=== Section Start ===
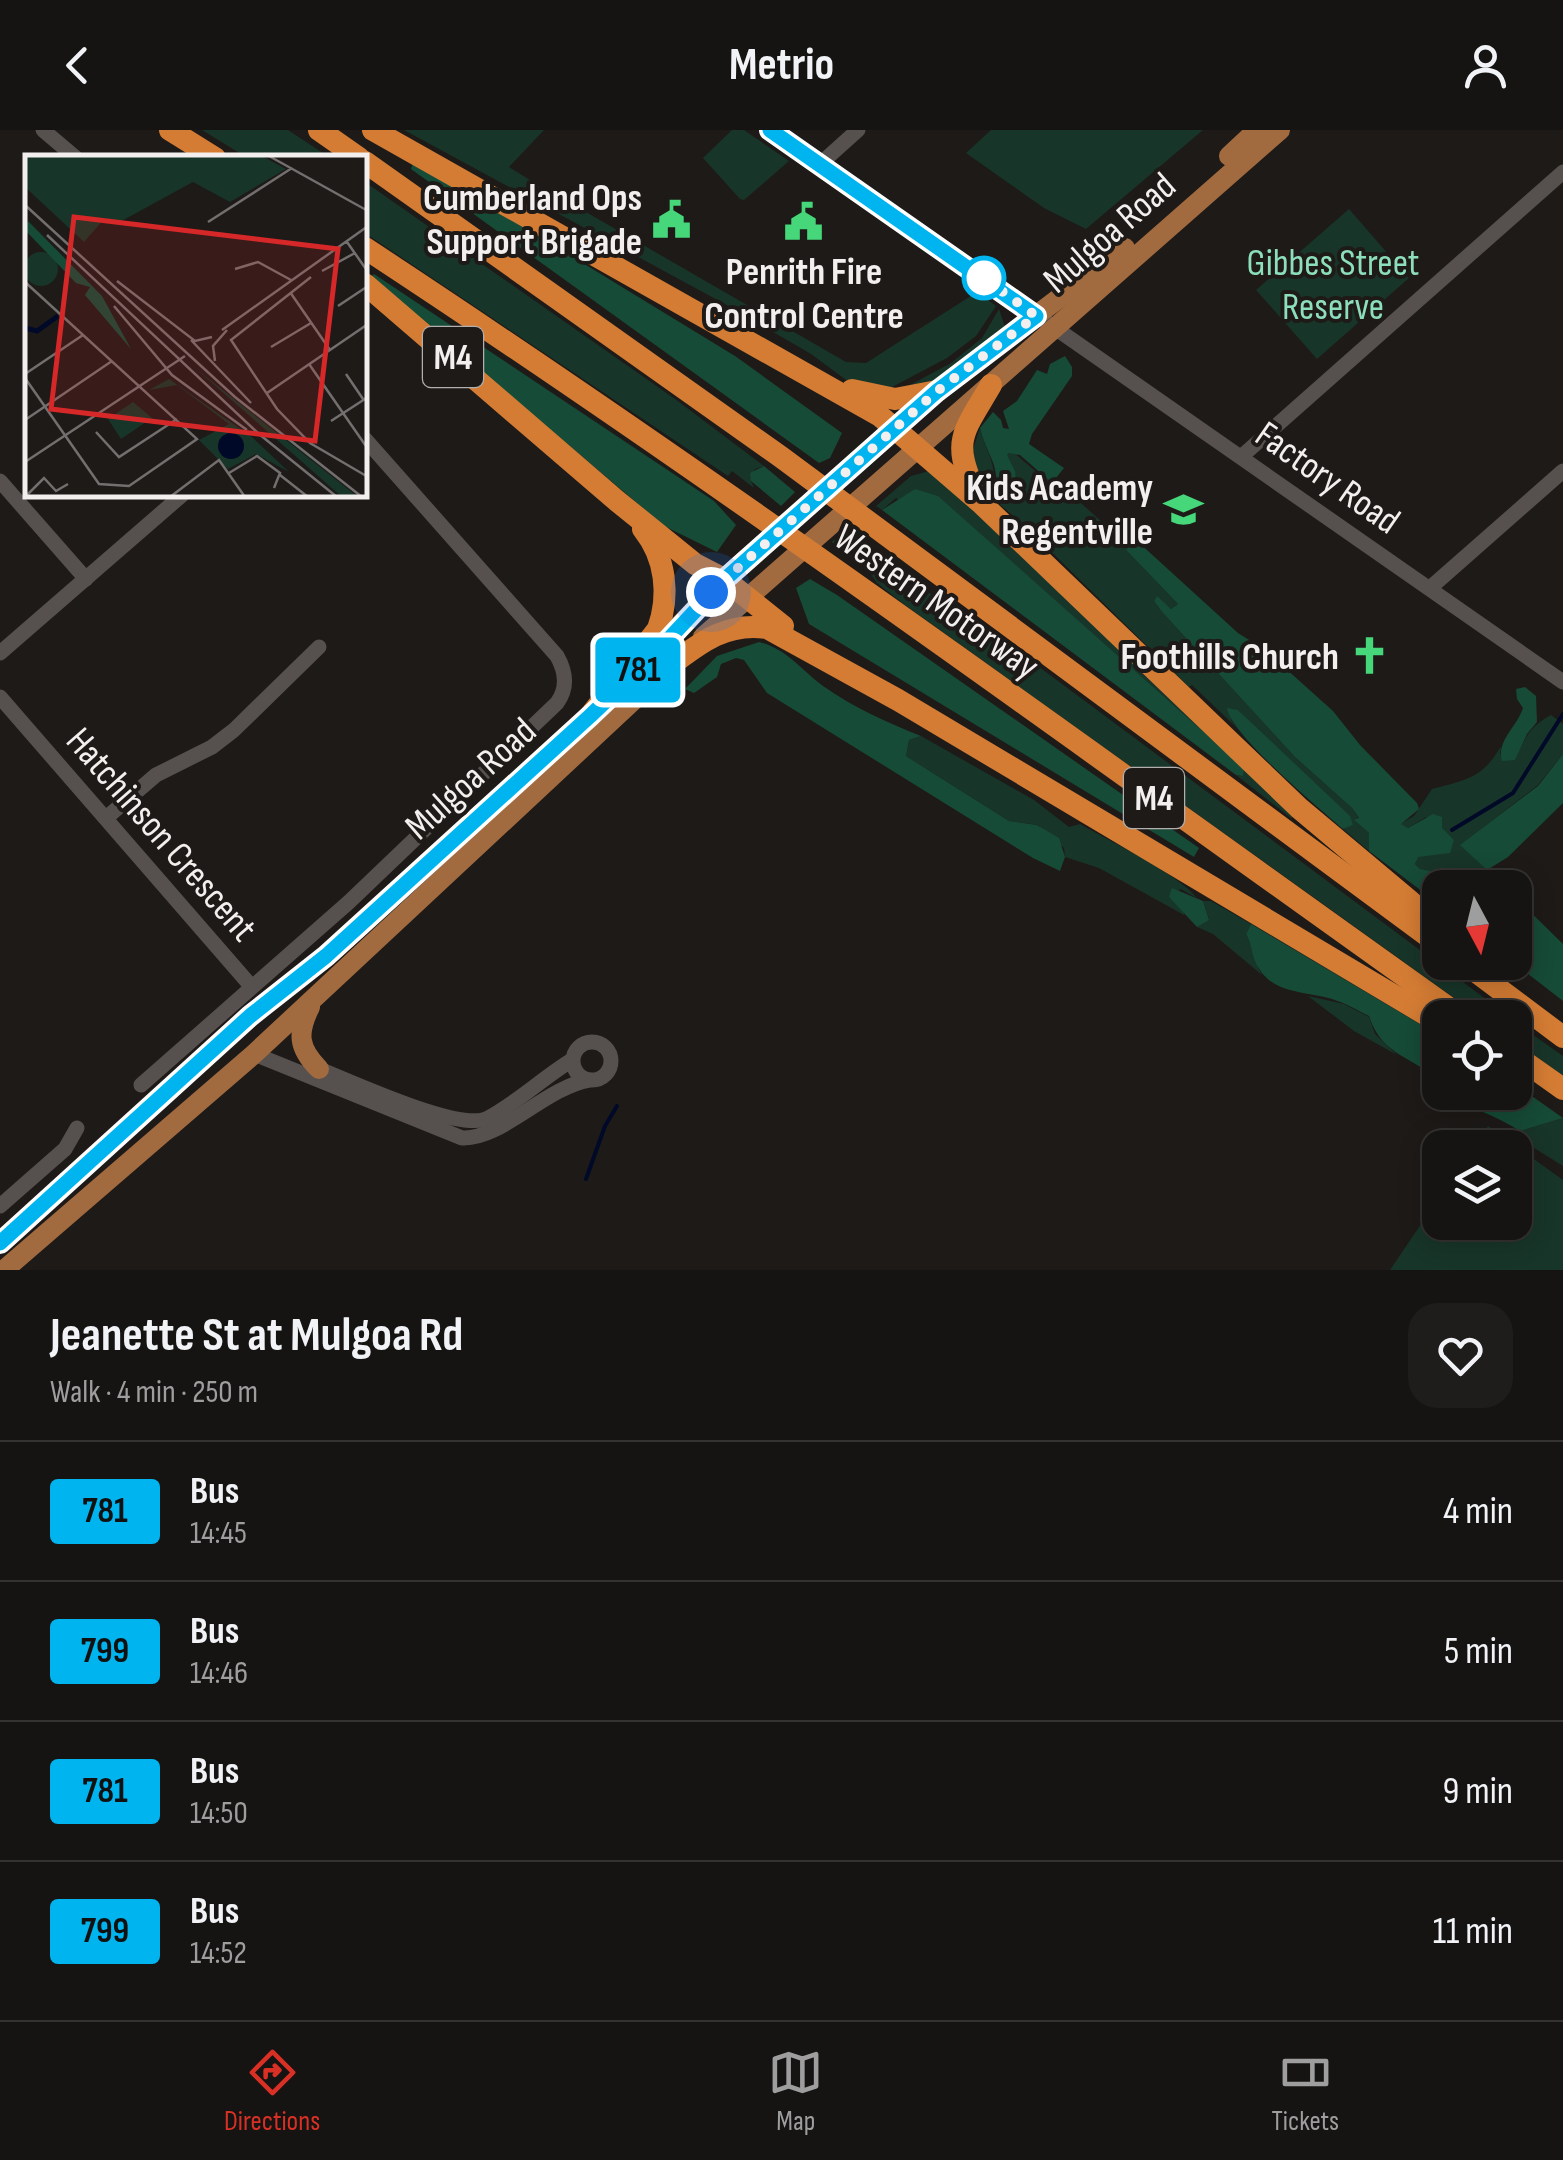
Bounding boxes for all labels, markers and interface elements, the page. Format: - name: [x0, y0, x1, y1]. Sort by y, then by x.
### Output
- icon: back: [50, 38, 105, 93]
- text: Metrio: [729, 38, 834, 93]
- icon: person: [1458, 38, 1513, 93]
- inset map: [25, 155, 368, 498]
- street label: Mulgoa Road: [1035, 164, 1185, 303]
- place label: Cumberland Ops Support Brigade: [423, 176, 642, 265]
- public building icon: Cumberland Ops Support Brigade: [651, 198, 693, 240]
- public building icon: Penrith Fire Control Centre: [783, 201, 825, 243]
- park label: Gibbes Street Reserve: [1247, 241, 1419, 330]
- place label: Penrith Fire Control Centre: [704, 250, 904, 339]
- unlabelled marker: [963, 257, 1005, 299]
- road number: M4: [423, 327, 483, 387]
- street label: Factory Road: [1246, 412, 1408, 544]
- place label: Kids Academy Regentville: [966, 466, 1153, 555]
- school or university icon: Kids Academy Regentville: [1162, 488, 1204, 530]
- street label: Western Motorway: [825, 515, 1047, 690]
- your location: [686, 567, 736, 617]
- place label: Foothills Church: [1120, 635, 1339, 680]
- church icon: Foothills Church: [1348, 635, 1390, 677]
- line badge: 781: [580, 638, 696, 702]
- text: 781: [615, 649, 661, 692]
- street label: Mulgoa Road: [396, 709, 546, 849]
- street label: Hatchinson Crescent: [56, 719, 266, 951]
- road number: M4: [1124, 768, 1184, 828]
- north arrow: [1422, 870, 1532, 980]
- map controls: [1422, 870, 1532, 1240]
- button: locate: [1422, 1000, 1532, 1110]
- button: layers: [1422, 1130, 1532, 1240]
- button: heart: [1408, 1303, 1513, 1408]
- text: Jeanette St at Mulgoa Rd: [50, 1307, 463, 1364]
- text: Walk · 4 min · 250 m: [50, 1373, 258, 1412]
- text: Bus: [190, 1469, 239, 1514]
- text: 4 min: [1443, 1489, 1513, 1534]
- text: 781: [82, 1490, 128, 1533]
- text: 14:45: [190, 1514, 247, 1553]
- text: Bus: [190, 1609, 239, 1654]
- text: 5 min: [1444, 1629, 1513, 1674]
- text: 799: [81, 1630, 129, 1673]
- text: 14:46: [190, 1654, 248, 1693]
- text: Bus: [190, 1749, 239, 1794]
- text: 9 min: [1442, 1769, 1513, 1814]
- text: 781: [82, 1770, 128, 1813]
- text: 14:50: [190, 1794, 248, 1833]
- text: Bus: [190, 1889, 239, 1934]
- text: 11 min: [1433, 1909, 1513, 1954]
- text: 799: [81, 1910, 129, 1953]
- text: 14:52: [190, 1934, 247, 1973]
- tab: Directions: [224, 2045, 320, 2138]
- tab: Map: [768, 2045, 823, 2138]
- tab: Tickets: [1271, 2045, 1339, 2138]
=== Section End ===
WORK INSTRUCTIONS: Go through the entries and copy each line holding the string "Mulgoa".

COMPLETED EXERCISE:
- street label: Mulgoa Road: [1035, 164, 1185, 303]
- street label: Mulgoa Road: [396, 709, 546, 849]
- text: Jeanette St at Mulgoa Rd: [50, 1307, 463, 1364]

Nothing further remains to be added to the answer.